In der Exposition schließt sich die Kamera einem kleinen Trupp Soldaten an, der in den Wäldern eine Affenkolonie attackieren will, was ein wenig an Vietnam-Kriegsfilme erinnert. Man fühlt die Anspannung der Soldaten, die in das unübersichtliche Gelände eindringen und einem Gegner entgegengehen, der wesentlich besser ans Terrain angepasst ist. Doch haben diese Männer Mitleid verdient? „Planet der Affen: Survival“ scheint eher jenes „Damn you all to hell!“ nahezulegen, mit dem Charlton Heston 1967 im allerersten „Planet der Affen“-Film die Menschheit verfluchte. Noch während es zum ersten gewaltsamen Zusammenstoß der Spezies kommt, wechselt der Film die Seiten und hält fortan konsequent zu den Affen. In „Planet der Affen: Prevolution“ und „Planet der Affen: Revolution“ schien ein friedliches Zusammenleben von Menschen und Affen noch möglich, doch der neue Teil ist ein bitterer Abgesang auf den Homo sapiens, der seinen Verstand nur nutzt, um, frei nach Goethes „Faust“, tierischer als jedes Tier zu sein. Ebenso faszinierend wie furchteinflößend verkörpert Woody Harrelson dieses Destruktionspotenzial der Menschheit. Als martialischer „Colonel“ hat er Kämpfer um sich geschart und Affen versklavt, um ohne Rücksicht den Anspruch zu verteidigen, die „Krone der Schöpfung“ zu sein. In einem brutalen Coup gelingt es ihm, das Heim der intelligenten Affen um ihren Anführer Caesar zu überfallen, viele zu töten und die Affen zur Flucht und zur Suche nach einem neuen Lebensraum zu zwingen. Caesar setzt sich mit einigen Vertrauten vom Tross ab, um seinerseits zum Angriff überzugehen: Während er im Vorgängerfilm noch für Vergebung und Verständigung plädierte, schwenkt er nun selbst auf den Rachekurs ein – mit üblen Konsequenzen.

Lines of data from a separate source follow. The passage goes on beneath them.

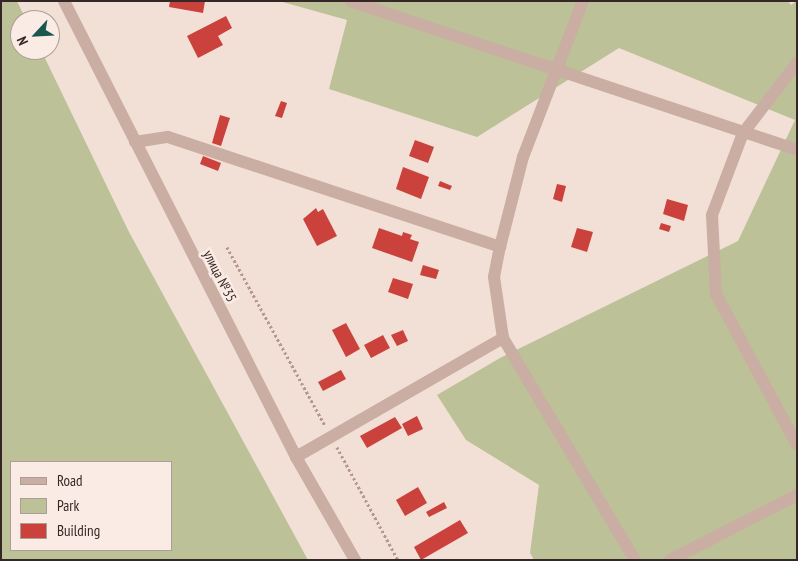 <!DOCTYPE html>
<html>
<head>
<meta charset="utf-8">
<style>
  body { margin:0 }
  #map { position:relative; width:798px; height:561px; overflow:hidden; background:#f2e0d7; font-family:"PT Sans Narrow",sans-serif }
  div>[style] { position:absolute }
  .green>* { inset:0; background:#bcc197 }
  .building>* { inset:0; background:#cb423c }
  .path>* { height:2.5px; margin-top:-1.25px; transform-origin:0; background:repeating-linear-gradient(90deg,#b6978d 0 2.5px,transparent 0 5px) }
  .minor>* { height:12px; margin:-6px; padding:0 6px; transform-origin:6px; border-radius:6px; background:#caada3 }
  span { translate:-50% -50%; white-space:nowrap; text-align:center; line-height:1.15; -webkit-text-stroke:5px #faebe4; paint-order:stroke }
  .street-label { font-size:14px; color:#352725 }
  .frame { position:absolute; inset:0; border:2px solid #352725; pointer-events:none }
  .legend { position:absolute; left:10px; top:461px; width:162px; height:90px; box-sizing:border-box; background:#faebe4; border:1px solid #ab9d98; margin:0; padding:6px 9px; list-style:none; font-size:15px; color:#352725 }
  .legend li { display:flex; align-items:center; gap:10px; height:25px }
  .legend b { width:25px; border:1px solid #ab9d98 }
  .north { position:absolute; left:10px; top:10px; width:50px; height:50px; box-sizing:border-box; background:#faebe4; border:1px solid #ab9d98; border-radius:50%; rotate:245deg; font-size:14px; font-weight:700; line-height:20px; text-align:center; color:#352725 }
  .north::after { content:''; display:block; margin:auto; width:18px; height:22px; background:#1a584f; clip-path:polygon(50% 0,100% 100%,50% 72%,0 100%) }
</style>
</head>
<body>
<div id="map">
  <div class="green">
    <div style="clip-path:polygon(evenodd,1px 1px,17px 1px,26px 20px,20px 20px,20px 50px,41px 50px,129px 232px,308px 560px,1px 560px,1px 1px,11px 462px,171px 462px,171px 550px,11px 550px,11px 462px)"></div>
    <div style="clip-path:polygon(279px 1px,788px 1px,791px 5px,797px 1px,797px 560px,534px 560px,530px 553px,539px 485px,466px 440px,437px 395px,500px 358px,738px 241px,795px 120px,619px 48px,477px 137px,329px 89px,347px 20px)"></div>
  </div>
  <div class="building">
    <div style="clip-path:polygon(170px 1px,205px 1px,203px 13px,169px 7px)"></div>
    <div style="clip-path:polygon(226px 16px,232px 28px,218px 36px,223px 45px,198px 58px,187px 36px)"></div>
    <div style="clip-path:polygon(281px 101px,287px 103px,282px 118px,275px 116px)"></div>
    <div style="clip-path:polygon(220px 115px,230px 118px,221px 146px,212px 143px)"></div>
    <div style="clip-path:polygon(415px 140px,434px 147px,428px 163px,409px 156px)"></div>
    <div style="clip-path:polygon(203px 156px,221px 163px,218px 171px,200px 164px)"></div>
    <div style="clip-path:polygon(403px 167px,429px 177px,421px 199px,396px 189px)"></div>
    <div style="clip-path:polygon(440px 181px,452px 186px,450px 190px,438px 186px)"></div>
    <div style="clip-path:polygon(557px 184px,566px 186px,562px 202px,553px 199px)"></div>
    <div style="clip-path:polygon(667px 199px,688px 205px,684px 221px,663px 214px)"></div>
    <div style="clip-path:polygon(316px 208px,318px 212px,323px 209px,337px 236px,317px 246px,303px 219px)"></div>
    <div style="clip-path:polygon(661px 223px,671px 226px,669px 232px,659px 229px)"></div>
    <div style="clip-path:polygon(379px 228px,402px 236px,403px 232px,412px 235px,410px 239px,419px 242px,412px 262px,372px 248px)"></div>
    <div style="clip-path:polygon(577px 228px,593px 232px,587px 252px,571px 247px)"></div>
    <div style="clip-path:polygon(423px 265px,439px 270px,436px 279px,420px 275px)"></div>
    <div style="clip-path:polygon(393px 278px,413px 284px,408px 299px,388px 292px)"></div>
    <div style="clip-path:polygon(346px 323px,360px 349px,346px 357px,332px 330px)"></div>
    <div style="clip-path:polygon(403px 330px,408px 341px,397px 346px,391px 335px)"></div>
    <div style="clip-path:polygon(383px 335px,390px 348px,371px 358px,364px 345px)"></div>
    <div style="clip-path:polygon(341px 370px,346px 379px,323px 391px,318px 382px)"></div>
    <div style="clip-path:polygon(417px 416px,423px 429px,408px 436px,402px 424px)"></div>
    <div style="clip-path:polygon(395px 417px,402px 428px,367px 448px,360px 436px)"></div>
    <div style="clip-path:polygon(418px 487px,427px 503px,405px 516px,396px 500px)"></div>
    <div style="clip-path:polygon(444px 502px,447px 508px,429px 517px,426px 512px)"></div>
    <div style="clip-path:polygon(460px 520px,468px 533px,421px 560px,414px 547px)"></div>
  </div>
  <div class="path">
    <div style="left:227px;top:247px;width:203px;rotate:61.2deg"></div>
    <div style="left:337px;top:447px;width:128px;rotate:61.6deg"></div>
  </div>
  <div class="minor">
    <div style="left:64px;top:1px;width:512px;rotate:63.03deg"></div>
    <div style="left:296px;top:457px;width:119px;rotate:60.2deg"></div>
    <div style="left:350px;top:1px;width:471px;rotate:18.4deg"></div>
    <div style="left:797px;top:63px;width:88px;rotate:127.6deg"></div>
    <div style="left:743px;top:133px;width:88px;rotate:110.7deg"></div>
    <div style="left:712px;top:215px;width:79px;rotate:87.1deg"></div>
    <div style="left:716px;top:294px;width:171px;rotate:61.8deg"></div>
    <div style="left:135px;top:142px;width:33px;rotate:-9deg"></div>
    <div style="left:168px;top:137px;width:350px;rotate:18.3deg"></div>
    <div style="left:503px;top:338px;width:258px;rotate:59.3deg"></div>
    <div style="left:296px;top:457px;width:239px;rotate:-29.9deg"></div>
    <div style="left:503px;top:338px;width:62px;rotate:-98.4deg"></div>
    <div style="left:494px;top:277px;width:31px;rotate:-79deg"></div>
    <div style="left:500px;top:247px;width:93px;rotate:-75.7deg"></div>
    <div style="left:523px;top:157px;width:167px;rotate:-69deg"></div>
    <div style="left:670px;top:560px;width:143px;rotate:-27.1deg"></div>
  </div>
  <div class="street-label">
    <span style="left:220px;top:276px;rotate:63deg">улица №35</span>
  </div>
  <div class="frame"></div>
  <ul class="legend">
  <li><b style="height:6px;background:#caada3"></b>Road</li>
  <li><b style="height:14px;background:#bcc197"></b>Park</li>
  <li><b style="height:14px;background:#cb423c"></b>Building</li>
  </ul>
  <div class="north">N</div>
</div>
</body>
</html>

Düstere Farbtöne, winterliche Landschaften, schließlich der Schmutz und Stacheldraht eines Gefangenenlagers: Die Räume in Matt Reeves’ Film sind so kalt und mitleidlos wie die Menschen, die Caesar und seinen Artgenossen die Hölle auf Erden bereiten. Umso berührender erscheint in dieser dystopischen Welt die warmherzige Beziehung der Affen untereinander: Immer wieder nimmt sich der Film Zeit, die zärtliche Fürsorge der Affen für ihre Familienmitglieder und Freunde ins Bild zu setzen, was neben der hervorragenden Motion-Capture-Gestaltung dafür sorgt, dass man sich emotional an die haarigen Helden bindet. Den Menschen dagegen scheint ein solch „menschlicher“ Umgang untereinander völlig abhandengekommen zu sein – mit Ausnahme eines stummen Mädchens, das zu Caesar und seinen Freunden stößt und von den Affen nach einigem Zögern adoptiert wird. Doch ist die Kleine überhaupt ein „richtiger“ Mensch? Der Colonel würde das bestreiten: Das Virus, das in „Planet der Affen: Prevolution“ die Menschheit dezimierte, sorgt in mutierter Gestalt dafür, dass Infizierte die Fähigkeit zur Sprache verlieren. Der Colonel kann darin nur eine Regredierung zum Tier erkennen, der durch brutale Dezimierung aller Kranken Einhalt geboten werden muss.
Matt Reeves, der auch schon „Planet der Affen: Revolution“ (fd 42495) inszeniert hatte, legt einmal mehr einen ungemein spannenden Effektfilm vor, dem trotz aller Lust am Spektakel die Fragen nach dem Wesen des Menschen und seinem Verhältnis zum Rest der Schöpfung nicht aus dem Blick geraten. So pessimistisch und düster der Film dabei auch ist, findet er doch vor allem in der zweiten Hälfte, u.a. mittels biblisch grundierter Motive, zu so etwas wie einer Erlösungsperspektive. Während die Menschen fern jeder Einsicht bleiben, wachsen die Affen gerade in der schlimmsten Drangsal über sich hinaus; der von Andy Serkis bravourös verkörperte Caesar wird gar zum christushaften „Schmerzensmann“ und Primaten-Moses stilisiert, der die Affen (inklusive ihres kleinen menschlichen Schützlings) wie ein neues „auserwähltes Volk“ ins gelobte Land führen soll. Wenn der Film ganz am Ende einen Bogen zum Original von 1968 schlägt, deutet er, was einst als Tragödie erschien, zur Hoffnung um.